Innate immunity is the initial defense against SARS-CoV-2. Viral RNA and proteins act as pathogen-associated molecular patterns (PAMPs) and the corresponding substances secreted in response to cellular damage or stress act as damage-associated molecular patterns (DAMPs). DAMPs are identified by pattern recognition receptors (PRRs) such as TLR-2,3,4,7 which regulate levels of TNF-α and IL-6. Similarly, a retinoic acid-inducible gene I (RIG-I) limits viral replication by sensing viral RNA. IFN I and III levels are regulated by melanoma differentiation-associated protein 5 (MDA5) and laboratory of genetics and physiology 2 (LGP2) molecules, released upon activation of RIG-like receptors (RLR).
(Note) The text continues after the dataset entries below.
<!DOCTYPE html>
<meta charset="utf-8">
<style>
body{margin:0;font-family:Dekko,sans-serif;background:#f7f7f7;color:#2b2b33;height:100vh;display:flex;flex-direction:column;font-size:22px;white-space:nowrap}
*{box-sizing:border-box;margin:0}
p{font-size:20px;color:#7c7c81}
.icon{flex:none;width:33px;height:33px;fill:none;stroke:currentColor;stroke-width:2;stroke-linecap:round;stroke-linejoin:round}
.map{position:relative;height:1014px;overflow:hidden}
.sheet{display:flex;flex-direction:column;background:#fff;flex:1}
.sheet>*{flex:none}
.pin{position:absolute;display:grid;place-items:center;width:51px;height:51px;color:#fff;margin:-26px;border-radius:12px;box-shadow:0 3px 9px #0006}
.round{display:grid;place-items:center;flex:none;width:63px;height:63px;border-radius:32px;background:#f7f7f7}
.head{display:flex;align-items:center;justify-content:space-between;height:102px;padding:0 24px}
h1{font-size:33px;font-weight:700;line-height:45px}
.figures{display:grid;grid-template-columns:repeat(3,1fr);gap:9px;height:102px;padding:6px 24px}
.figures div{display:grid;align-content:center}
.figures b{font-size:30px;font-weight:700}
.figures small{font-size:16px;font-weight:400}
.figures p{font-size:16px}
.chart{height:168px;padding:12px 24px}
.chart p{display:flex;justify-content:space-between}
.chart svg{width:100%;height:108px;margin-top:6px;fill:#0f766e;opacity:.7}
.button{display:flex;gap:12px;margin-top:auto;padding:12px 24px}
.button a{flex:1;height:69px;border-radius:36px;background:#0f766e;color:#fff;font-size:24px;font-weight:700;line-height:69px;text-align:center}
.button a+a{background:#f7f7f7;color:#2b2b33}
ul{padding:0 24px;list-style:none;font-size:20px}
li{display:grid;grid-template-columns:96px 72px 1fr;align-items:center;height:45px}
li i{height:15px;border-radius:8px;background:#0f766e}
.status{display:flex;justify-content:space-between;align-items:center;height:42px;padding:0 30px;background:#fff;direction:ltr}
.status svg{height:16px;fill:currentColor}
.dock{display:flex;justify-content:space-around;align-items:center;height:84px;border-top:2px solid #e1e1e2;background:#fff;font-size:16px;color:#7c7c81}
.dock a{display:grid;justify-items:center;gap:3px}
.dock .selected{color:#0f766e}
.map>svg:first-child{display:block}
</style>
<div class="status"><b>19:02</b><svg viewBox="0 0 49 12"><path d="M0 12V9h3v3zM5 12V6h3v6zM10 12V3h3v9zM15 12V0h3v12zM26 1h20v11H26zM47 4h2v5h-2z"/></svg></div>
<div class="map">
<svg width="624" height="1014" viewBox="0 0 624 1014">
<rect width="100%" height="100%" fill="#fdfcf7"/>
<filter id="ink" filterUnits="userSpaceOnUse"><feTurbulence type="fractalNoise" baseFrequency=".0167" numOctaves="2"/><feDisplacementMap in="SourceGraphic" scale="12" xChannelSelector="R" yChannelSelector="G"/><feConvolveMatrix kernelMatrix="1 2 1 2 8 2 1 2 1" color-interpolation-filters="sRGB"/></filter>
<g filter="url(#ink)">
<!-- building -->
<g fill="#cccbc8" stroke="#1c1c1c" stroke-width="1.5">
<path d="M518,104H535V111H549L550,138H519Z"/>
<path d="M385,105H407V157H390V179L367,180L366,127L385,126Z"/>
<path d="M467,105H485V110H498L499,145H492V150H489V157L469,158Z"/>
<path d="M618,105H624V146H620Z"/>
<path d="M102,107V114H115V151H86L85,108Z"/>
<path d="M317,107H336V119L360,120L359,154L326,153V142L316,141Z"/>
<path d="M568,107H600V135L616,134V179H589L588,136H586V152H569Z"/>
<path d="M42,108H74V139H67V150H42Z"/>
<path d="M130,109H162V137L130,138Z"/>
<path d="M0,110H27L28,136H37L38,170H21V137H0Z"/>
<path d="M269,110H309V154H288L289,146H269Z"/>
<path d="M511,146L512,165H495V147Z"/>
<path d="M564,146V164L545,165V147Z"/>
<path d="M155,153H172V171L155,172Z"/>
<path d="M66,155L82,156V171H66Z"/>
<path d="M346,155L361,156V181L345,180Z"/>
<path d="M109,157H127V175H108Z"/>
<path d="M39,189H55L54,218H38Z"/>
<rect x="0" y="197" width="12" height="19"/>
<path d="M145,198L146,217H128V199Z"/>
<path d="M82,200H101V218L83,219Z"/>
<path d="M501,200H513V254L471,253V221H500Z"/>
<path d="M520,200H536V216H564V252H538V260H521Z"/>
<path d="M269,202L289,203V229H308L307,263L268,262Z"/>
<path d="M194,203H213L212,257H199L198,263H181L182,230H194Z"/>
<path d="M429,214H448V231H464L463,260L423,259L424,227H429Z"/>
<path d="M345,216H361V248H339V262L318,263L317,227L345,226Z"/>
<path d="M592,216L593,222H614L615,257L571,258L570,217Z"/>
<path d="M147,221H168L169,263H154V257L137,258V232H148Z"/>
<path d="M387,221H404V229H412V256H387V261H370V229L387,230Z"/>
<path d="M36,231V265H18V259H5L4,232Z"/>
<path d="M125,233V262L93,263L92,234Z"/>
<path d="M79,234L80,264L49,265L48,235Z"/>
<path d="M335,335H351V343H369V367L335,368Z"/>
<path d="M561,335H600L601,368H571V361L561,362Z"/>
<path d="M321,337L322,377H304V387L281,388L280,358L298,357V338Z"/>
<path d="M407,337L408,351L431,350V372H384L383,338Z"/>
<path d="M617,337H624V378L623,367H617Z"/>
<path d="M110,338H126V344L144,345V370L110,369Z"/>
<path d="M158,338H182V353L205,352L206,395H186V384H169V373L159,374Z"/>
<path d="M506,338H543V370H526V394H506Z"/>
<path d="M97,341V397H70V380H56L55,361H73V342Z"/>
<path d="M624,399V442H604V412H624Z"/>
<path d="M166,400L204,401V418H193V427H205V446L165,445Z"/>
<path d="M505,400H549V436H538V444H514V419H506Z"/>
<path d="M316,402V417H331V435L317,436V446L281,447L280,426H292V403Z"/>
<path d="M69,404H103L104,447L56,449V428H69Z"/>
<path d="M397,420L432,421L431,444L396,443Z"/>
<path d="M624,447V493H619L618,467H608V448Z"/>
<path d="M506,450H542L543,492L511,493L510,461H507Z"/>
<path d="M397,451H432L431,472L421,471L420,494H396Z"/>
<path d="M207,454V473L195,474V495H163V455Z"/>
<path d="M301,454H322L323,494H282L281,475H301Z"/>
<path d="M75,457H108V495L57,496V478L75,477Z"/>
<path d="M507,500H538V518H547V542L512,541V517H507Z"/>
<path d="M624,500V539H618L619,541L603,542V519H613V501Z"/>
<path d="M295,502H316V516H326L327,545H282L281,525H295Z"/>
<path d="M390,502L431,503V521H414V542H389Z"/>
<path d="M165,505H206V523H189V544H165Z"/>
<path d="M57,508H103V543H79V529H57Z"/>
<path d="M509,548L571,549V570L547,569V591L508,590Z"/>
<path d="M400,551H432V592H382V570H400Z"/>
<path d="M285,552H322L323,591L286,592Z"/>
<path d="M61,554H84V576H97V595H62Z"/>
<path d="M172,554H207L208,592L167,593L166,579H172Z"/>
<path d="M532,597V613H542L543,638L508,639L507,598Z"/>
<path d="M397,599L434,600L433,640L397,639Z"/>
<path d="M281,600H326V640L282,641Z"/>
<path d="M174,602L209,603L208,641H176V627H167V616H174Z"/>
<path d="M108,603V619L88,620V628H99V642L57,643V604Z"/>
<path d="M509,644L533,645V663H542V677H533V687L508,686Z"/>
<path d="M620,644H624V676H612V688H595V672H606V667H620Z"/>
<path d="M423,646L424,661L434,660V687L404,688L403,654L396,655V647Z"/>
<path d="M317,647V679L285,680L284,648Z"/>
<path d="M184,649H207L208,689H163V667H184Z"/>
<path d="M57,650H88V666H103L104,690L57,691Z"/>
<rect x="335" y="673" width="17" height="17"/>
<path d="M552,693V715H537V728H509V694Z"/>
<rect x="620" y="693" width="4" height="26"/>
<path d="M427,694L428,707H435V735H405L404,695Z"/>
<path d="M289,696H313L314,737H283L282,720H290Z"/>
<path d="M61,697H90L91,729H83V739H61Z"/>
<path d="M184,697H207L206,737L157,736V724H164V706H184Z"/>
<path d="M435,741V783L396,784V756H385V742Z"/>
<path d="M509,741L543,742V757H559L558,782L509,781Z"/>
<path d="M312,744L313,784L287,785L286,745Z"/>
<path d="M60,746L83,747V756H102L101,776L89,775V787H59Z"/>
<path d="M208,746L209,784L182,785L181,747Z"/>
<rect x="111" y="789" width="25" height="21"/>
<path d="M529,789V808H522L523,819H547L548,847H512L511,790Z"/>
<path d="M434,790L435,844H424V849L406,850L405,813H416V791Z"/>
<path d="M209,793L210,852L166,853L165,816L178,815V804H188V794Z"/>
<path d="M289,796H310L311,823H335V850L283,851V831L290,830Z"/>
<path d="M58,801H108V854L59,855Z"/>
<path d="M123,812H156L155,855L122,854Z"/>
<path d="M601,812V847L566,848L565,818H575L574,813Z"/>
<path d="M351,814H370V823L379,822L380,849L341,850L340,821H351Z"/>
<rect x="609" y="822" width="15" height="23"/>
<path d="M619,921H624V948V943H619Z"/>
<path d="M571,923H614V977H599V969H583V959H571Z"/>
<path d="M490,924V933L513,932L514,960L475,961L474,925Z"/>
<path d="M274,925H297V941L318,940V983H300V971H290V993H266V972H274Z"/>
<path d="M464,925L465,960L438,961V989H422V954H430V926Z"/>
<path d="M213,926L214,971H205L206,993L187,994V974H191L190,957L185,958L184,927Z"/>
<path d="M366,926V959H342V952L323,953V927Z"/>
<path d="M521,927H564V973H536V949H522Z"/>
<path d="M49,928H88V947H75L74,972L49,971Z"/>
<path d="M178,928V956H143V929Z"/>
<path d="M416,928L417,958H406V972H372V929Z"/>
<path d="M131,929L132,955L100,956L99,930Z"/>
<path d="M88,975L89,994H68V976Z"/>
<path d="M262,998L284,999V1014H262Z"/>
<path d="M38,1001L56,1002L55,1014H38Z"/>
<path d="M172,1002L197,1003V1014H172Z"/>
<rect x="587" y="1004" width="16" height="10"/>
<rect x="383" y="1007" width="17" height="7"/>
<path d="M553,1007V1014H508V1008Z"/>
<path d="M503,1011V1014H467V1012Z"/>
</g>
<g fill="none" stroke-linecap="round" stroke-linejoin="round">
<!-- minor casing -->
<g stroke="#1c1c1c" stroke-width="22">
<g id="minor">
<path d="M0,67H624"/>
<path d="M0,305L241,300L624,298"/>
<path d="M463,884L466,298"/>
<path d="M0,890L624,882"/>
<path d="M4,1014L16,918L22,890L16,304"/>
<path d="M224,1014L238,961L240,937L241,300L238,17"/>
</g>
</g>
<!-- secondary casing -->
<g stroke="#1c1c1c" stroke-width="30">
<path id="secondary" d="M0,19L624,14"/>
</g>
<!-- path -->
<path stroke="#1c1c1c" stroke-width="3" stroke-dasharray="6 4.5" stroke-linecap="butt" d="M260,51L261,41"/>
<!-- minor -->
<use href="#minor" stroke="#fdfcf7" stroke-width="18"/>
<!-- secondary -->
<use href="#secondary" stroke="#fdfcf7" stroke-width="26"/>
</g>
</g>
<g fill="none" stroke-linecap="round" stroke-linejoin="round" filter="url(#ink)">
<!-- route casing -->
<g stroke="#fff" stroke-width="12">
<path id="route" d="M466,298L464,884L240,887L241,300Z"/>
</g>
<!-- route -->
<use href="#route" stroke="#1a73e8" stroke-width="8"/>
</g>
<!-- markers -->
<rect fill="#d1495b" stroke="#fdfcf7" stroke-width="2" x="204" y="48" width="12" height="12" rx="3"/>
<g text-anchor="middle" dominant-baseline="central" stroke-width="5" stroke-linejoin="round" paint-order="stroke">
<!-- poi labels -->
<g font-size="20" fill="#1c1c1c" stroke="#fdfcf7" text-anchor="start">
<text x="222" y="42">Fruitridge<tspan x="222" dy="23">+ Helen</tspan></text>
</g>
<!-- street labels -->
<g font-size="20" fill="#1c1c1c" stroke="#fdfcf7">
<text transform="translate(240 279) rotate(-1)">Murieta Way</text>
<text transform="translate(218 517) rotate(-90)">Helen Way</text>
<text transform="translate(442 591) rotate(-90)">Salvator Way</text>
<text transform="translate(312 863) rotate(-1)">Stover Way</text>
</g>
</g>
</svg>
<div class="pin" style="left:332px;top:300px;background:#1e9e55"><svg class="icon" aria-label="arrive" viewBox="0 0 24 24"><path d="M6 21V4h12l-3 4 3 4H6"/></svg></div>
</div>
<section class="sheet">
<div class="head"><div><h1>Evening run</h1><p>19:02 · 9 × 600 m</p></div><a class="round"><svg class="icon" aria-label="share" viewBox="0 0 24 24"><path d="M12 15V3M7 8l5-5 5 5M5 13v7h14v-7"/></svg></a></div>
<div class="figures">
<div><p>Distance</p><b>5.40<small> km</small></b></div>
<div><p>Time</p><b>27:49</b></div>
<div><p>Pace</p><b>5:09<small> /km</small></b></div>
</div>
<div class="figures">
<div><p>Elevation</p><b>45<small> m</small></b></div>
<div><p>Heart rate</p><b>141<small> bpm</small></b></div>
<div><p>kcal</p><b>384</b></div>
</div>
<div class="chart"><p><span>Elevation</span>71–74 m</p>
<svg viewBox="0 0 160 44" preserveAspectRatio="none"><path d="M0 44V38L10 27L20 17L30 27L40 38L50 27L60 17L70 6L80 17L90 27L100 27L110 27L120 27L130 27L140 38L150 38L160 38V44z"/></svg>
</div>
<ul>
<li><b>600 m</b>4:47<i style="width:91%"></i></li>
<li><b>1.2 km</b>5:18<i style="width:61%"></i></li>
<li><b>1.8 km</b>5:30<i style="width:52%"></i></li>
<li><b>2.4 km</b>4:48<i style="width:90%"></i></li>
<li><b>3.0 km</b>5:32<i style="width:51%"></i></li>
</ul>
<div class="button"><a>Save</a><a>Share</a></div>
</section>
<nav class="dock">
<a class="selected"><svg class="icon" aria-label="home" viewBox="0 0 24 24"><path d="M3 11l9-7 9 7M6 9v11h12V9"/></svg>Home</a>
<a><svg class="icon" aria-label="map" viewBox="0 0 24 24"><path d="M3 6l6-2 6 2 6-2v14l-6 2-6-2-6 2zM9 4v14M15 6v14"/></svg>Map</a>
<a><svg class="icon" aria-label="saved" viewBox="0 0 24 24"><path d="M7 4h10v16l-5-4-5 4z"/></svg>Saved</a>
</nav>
SARS-CoV-2 activates nucleotide-binding oligomerization domain-containing protein 1 (NOD1) and pyrin domain-containing NOD-like receptor 3 (NLRP3), resulting in overexpression of IL-1β ,18 mediated by caspase 1. During PRR-mediated viral recognition, chemokines, interferons and cytokines are secreted for viral eradication. PAMP-linked receptors interact with myeloid differentiation primary response protein 88 (MyD88) which interacts with TLRs, adapter-inducible interferon-b containing the TIR domain (TRIF), and mitochondrial antiviral signaling protein (MAVS ). These proteins activate the NF-kb pathway and the interferon regulatory transcription factors (IRF 3 and 7), for the production of cytokines.
IFNs activate the Janus kinase/signal transducer and activator of transcription (JAK/STAT) signaling pathway and IFN-induced genes (ISGs) for antiviral action. Open reading frame proteins (ORFs 3a, 6, and 9b) inhibit IFN expression and STAT nuclear translocation, thereby limiting ISG expression.
Overall, this review elucidated the immunopathology of COVID-19 and highlighted several immunological molecules such as HS, TMPRSS2, IL6, DABK and TLR4 that could be used as potential targets for SARS therapeutics. -CoV-2.